24. Obesity, management of patient with lipid metabolism disorders Flashcards
What are the CHD risk equivalents?
Diabetes Mellitus, Reno-vascular Disease, Chronic Nephropathy, Peripheral Vascular Disease, Established CVA, and all forms of AVD.
What are the three major causes of atherosclerosis?
Obesity (BMI over 30), Physical inactivity, and Atherogenic diet.
What are the different types of hyperlipidemias?
Primary and Secondary hyperlipidemias.
What are the different types of interventions for hyperlipidemia?
Secondary Prevention and Primary Prevention.
What are the phenotypic characteristics of familial hypercholesterolemia?
Xanthomas, Xanthelasma, and Corneal arch.
What is the recommended education for the treatment of dyslipidemias in older people?
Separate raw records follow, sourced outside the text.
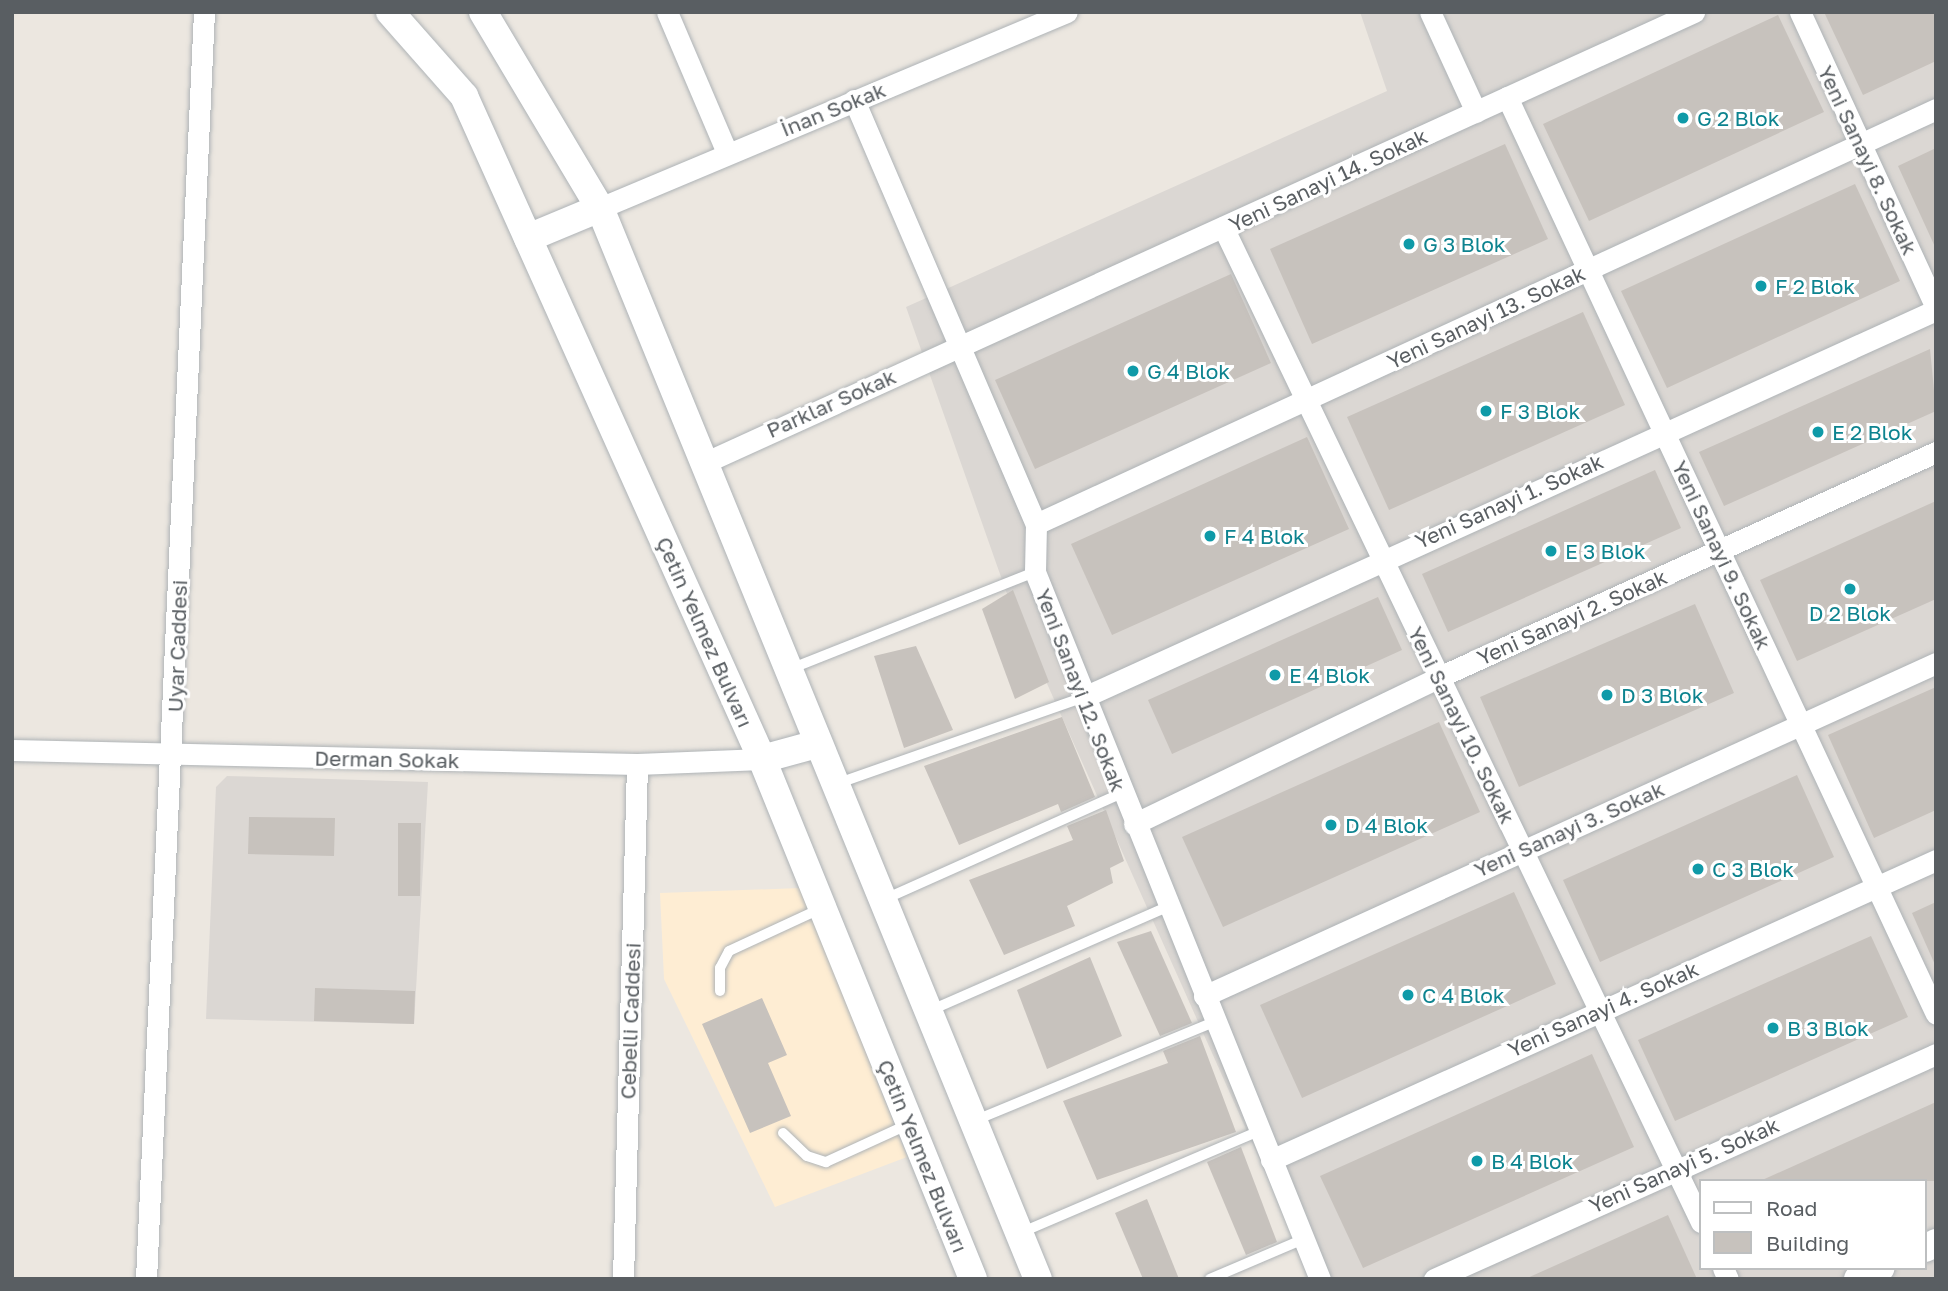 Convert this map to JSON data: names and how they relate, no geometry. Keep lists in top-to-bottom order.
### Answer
{
  "streets": {
    "street": [
      "İnan Sokak",
      "Yeni Sanayi 8. Sokak",
      "Yeni Sanayi 14. Sokak",
      "Yeni Sanayi 13. Sokak",
      "Parklar Sokak",
      "Yeni Sanayi 1. Sokak",
      "Yeni Sanayi 9. Sokak",
      "Yeni Sanayi 2. Sokak",
      "Çetin Yelmez Bulvarı",
      "Uyar Caddesi",
      "Yeni Sanayi 12. Sokak",
      "Yeni Sanayi 10. Sokak",
      "Derman Sokak",
      "Yeni Sanayi 3. Sokak",
      "Yeni Sanayi 4. Sokak",
      "Cebelli Caddesi",
      "Yeni Sanayi 5. Sokak"
    ]
  },
  "crossings": [
    ["İnan Sokak", "Yeni Sanayi 12. Sokak"],
    ["Yeni Sanayi 8. Sokak", "Yeni Sanayi 13. Sokak"],
    ["Yeni Sanayi 8. Sokak", "Yeni Sanayi 1. Sokak"],
    ["Yeni Sanayi 14. Sokak", "Parklar Sokak"],
    ["Yeni Sanayi 14. Sokak", "Yeni Sanayi 9. Sokak"],
    ["Yeni Sanayi 14. Sokak", "Yeni Sanayi 12. Sokak"],
    ["Yeni Sanayi 14. Sokak", "Yeni Sanayi 10. Sokak"],
    ["Yeni Sanayi 13. Sokak", "Yeni Sanayi 9. Sokak"],
    ["Yeni Sanayi 13. Sokak", "Yeni Sanayi 12. Sokak"],
    ["Yeni Sanayi 13. Sokak", "Yeni Sanayi 10. Sokak"],
    ["Parklar Sokak", "Yeni Sanayi 12. Sokak"],
    ["Yeni Sanayi 1. Sokak", "Yeni Sanayi 9. Sokak"],
    ["Yeni Sanayi 1. Sokak", "Yeni Sanayi 12. Sokak"],
    ["Yeni Sanayi 1. Sokak", "Yeni Sanayi 10. Sokak"],
    ["Yeni Sanayi 9. Sokak", "Yeni Sanayi 2. Sokak"],
    ["Yeni Sanayi 9. Sokak", "Yeni Sanayi 3. Sokak"],
    ["Yeni Sanayi 9. Sokak", "Yeni Sanayi 4. Sokak"],
    ["Yeni Sanayi 2. Sokak", "Yeni Sanayi 12. Sokak"],
    ["Yeni Sanayi 2. Sokak", "Yeni Sanayi 10. Sokak"],
    ["Çetin Yelmez Bulvarı", "Derman Sokak"],
    ["Uyar Caddesi", "Derman Sokak"],
    ["Yeni Sanayi 12. Sokak", "Yeni Sanayi 3. Sokak"],
    ["Yeni Sanayi 12. Sokak", "Yeni Sanayi 4. Sokak"],
    ["Yeni Sanayi 10. Sokak", "Yeni Sanayi 3. Sokak"],
    ["Yeni Sanayi 10. Sokak", "Yeni Sanayi 4. Sokak"],
    ["Yeni Sanayi 10. Sokak", "Yeni Sanayi 5. Sokak"],
    ["Derman Sokak", "Cebelli Caddesi"]
  ],
  "places": [
    "G 2 Blok",
    "G 3 Blok",
    "F 2 Blok",
    "G 4 Blok",
    "F 3 Blok",
    "E 2 Blok",
    "F 4 Blok",
    "E 3 Blok",
    "D 2 Blok",
    "E 4 Blok",
    "D 3 Blok",
    "D 4 Blok",
    "C 3 Blok",
    "C 4 Blok",
    "B 3 Blok",
    "B 4 Blok"
  ],
  "legend": ["Road", "Building"]
} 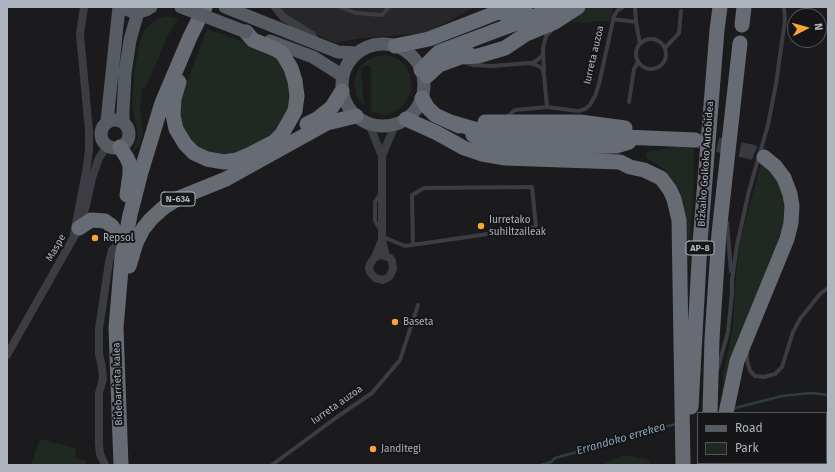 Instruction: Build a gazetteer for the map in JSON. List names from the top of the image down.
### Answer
{
  "streets": {
    "highway": [
      "Bizkaiko Golkoko Autobidea",
      "N-634",
      "AP-8",
      "Bidebarrieta kalea"
    ],
    "street": ["Maspe"],
    "lane": ["Iurreta auzoa"]
  },
  "crossings": [
    ["N-634", "Bidebarrieta kalea"]
  ],
  "water": ["Errandoko errekea"],
  "places": [
    "Iurretako suhiltzaileak",
    "Repsol",
    "Baseta",
    "Janditegi"
  ],
  "legend": ["Road", "Park"],
  "north": "right"
} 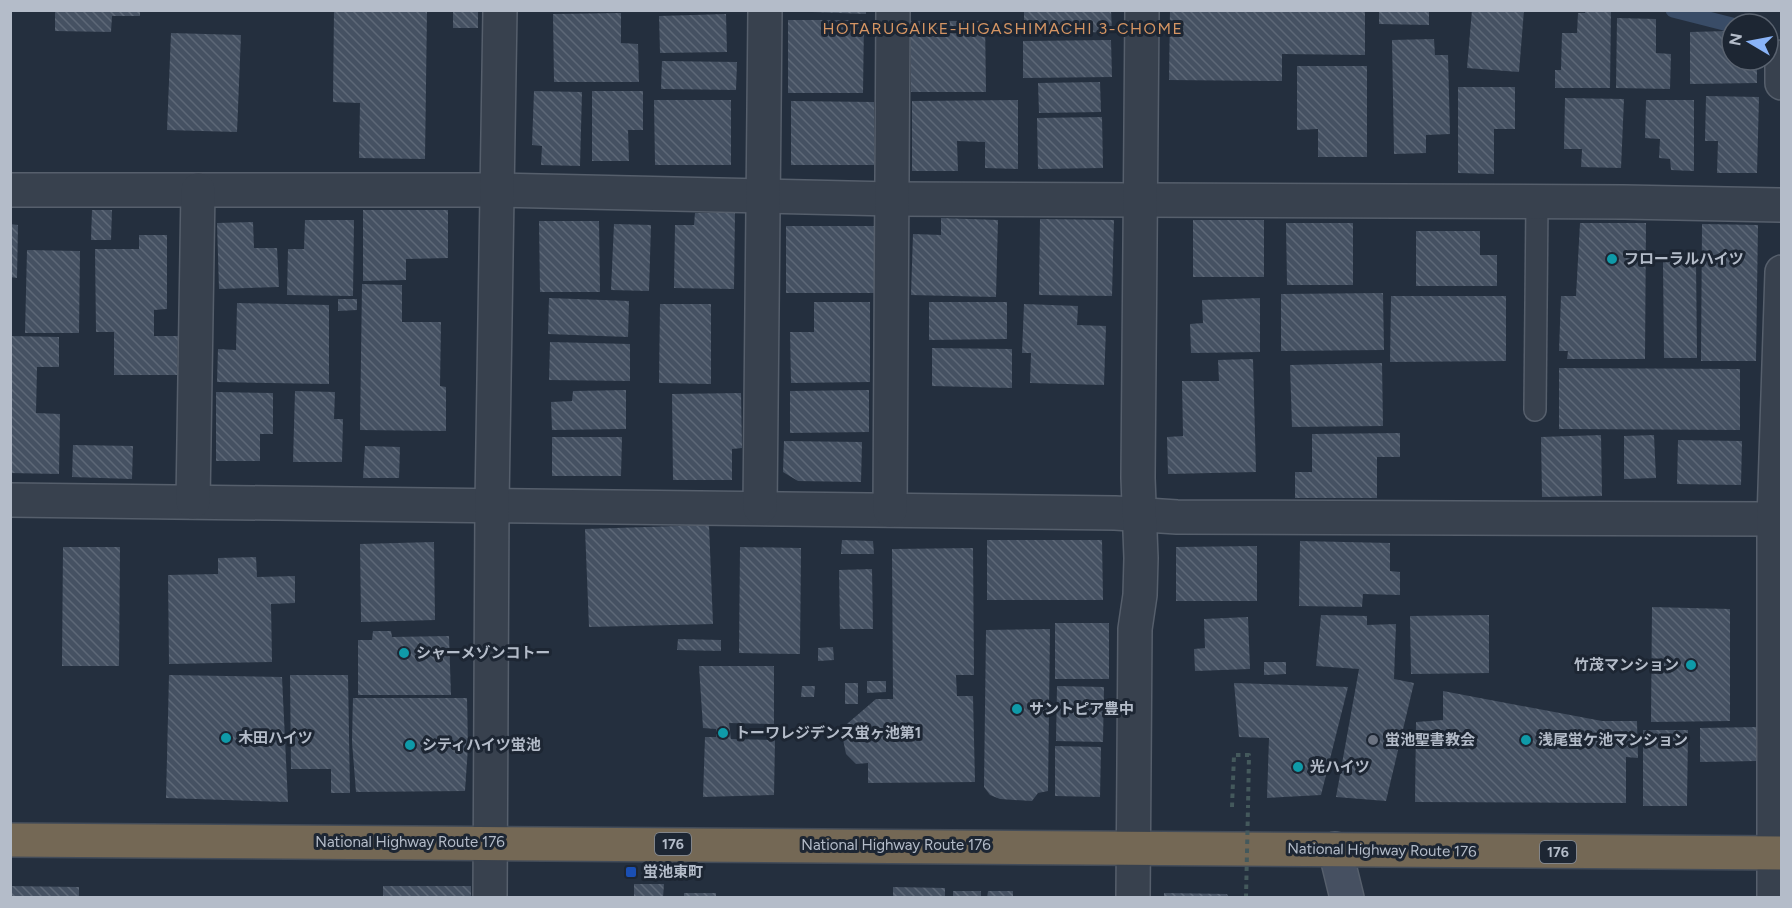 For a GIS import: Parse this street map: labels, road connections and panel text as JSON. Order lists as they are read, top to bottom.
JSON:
{
  "streets": {
    "highway": ["National Highway Route 176", "176"]
  },
  "districts": ["HOTARUGAIKE-HIGASHIMACHI 3-CHOME"],
  "places": {
    "other": [
      "フローラルハイツ",
      "シャーメゾンコトー",
      "竹茂マンション",
      "サントピア豊中",
      "トーワレジデンス蛍ヶ池第1",
      "木田ハイツ",
      "蛍池聖書教会",
      "浅尾蛍ケ池マンション",
      "シティハイツ蛍池",
      "光ハイツ"
    ],
    "transit": ["蛍池東町"]
  },
  "north": "left"
} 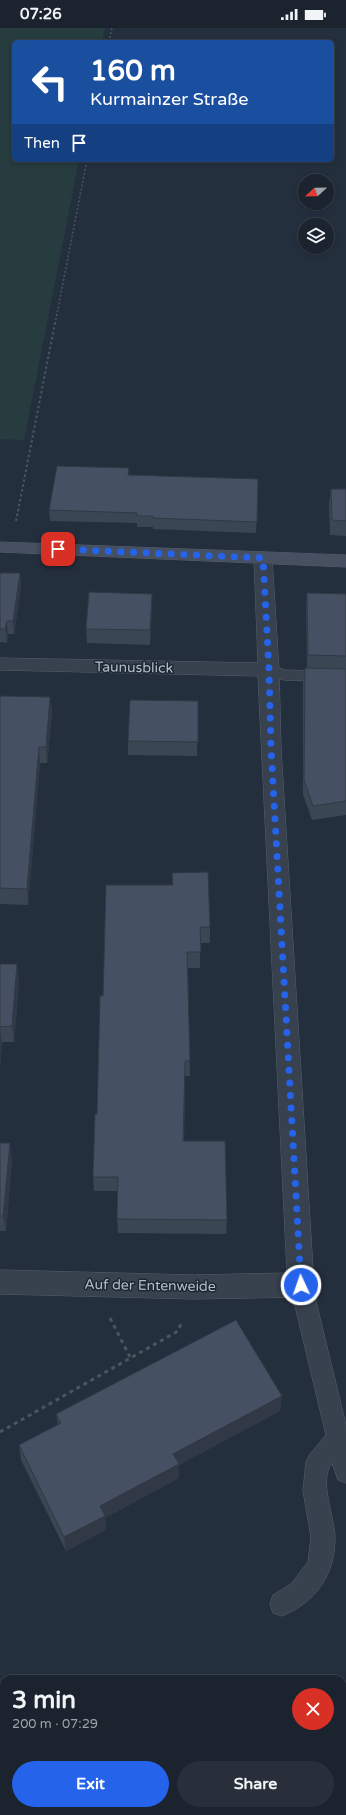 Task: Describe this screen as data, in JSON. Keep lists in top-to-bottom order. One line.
{"streets":{"street":["Taunusblick","Auf der Entenweide"]},"north":"left","page":{"status":"07:26","turn":["160 m","Kurmainzer Straße"],"then":"Then","heading":["3 min","200 m · 07:29"],"buttons":["Exit","Share"]}} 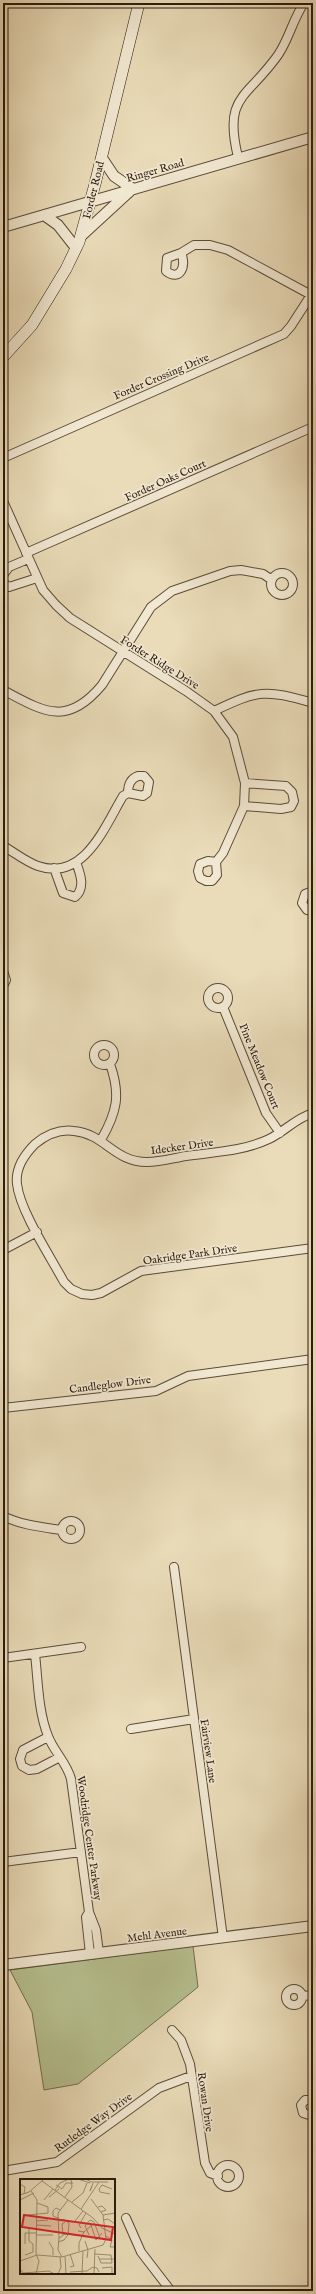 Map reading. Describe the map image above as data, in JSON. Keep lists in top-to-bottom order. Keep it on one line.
{"streets":{"main road":["Forder Road"],"street":["Ringer Road","Forder Crossing Drive","Forder Oaks Court","Forder Ridge Drive","Pine Meadow Court","Idecker Drive","Oakridge Park Drive","Candleglow Drive","Fairview Lane","Woodridge Center Parkway","Mehl Avenue","Rowan Drive","Rutledge Way Drive"]},"crossings":[["Ringer Road","Forder Road"],["Forder Oaks Court","Forder Ridge Drive"],["Pine Meadow Court","Idecker Drive"],["Idecker Drive","Oakridge Park Drive"],["Fairview Lane","Mehl Avenue"],["Woodridge Center Parkway","Mehl Avenue"],["Rowan Drive","Rutledge Way Drive"]]}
Education on diet and exercise, increase physical activity, decrease body weight, and employ drug therapy.
What is the mechanism of action of drug therapy for dyslipidemias?
LDL-cholesterol reduction, triglyceride reduction, and HDL-cholesterol elevation.
What are the treatment goals for low-density lipoprotein cholesterol?
To reduce the risk of cardiovascular disease.
What are the recommendations for drug treatment of patients with hypertriglyceridemia?
To reduce the risk of pancreatitis, fibrates, omega-3 fatty acids, and niacin can be used.
What are the six drug therapies for cholesterol reduction?
- HMG CoA Reductase Inhibitors (Statins) 2. Ezetimibe 3. Bile Acid binding Resins 4. Nicotinic Acid (Niacin) 5. Fibric Acid derivatives (Fibrates) 6. Probucol.
What is the mechanism of action of HMG CoA Reductase Inhibitors (Statins)?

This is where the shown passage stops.